◆ Exercise details ◆
Transcribe every record exactly.

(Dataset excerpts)
____
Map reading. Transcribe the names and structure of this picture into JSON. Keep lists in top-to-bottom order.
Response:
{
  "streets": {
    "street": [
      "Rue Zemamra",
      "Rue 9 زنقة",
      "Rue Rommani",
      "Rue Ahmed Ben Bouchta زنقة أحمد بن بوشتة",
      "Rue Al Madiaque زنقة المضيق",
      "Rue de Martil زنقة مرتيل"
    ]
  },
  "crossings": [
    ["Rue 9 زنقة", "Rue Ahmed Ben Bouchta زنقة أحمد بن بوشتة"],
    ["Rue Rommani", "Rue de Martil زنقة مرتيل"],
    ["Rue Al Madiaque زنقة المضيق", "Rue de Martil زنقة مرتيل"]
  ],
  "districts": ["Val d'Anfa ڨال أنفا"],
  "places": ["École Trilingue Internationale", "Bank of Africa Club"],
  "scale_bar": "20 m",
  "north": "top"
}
____
◆ Answer to this task ◆
Map reading. Transcribe the names and structure of this picture into JSON. Keep lists in top-to-bottom order.
Response:
{
  "streets": {
    "street": [
      "Rue Zemamra",
      "Rue 9 زنقة",
      "Rue Rommani",
      "Rue Ahmed Ben Bouchta زنقة أحمد بن بوشتة",
      "Rue Al Madiaque زنقة المضيق",
      "Rue de Martil زنقة مرتيل"
    ]
  },
  "crossings": [
    ["Rue 9 زنقة", "Rue Ahmed Ben Bouchta زنقة أحمد بن بوشتة"],
    ["Rue Rommani", "Rue de Martil زنقة مرتيل"],
    ["Rue Al Madiaque زنقة المضيق", "Rue de Martil زنقة مرتيل"]
  ],
  "districts": ["Val d'Anfa ڨال أنفا"],
  "places": ["École Trilingue Internationale", "Bank of Africa Club"],
  "scale_bar": "20 m",
  "north": "top"
}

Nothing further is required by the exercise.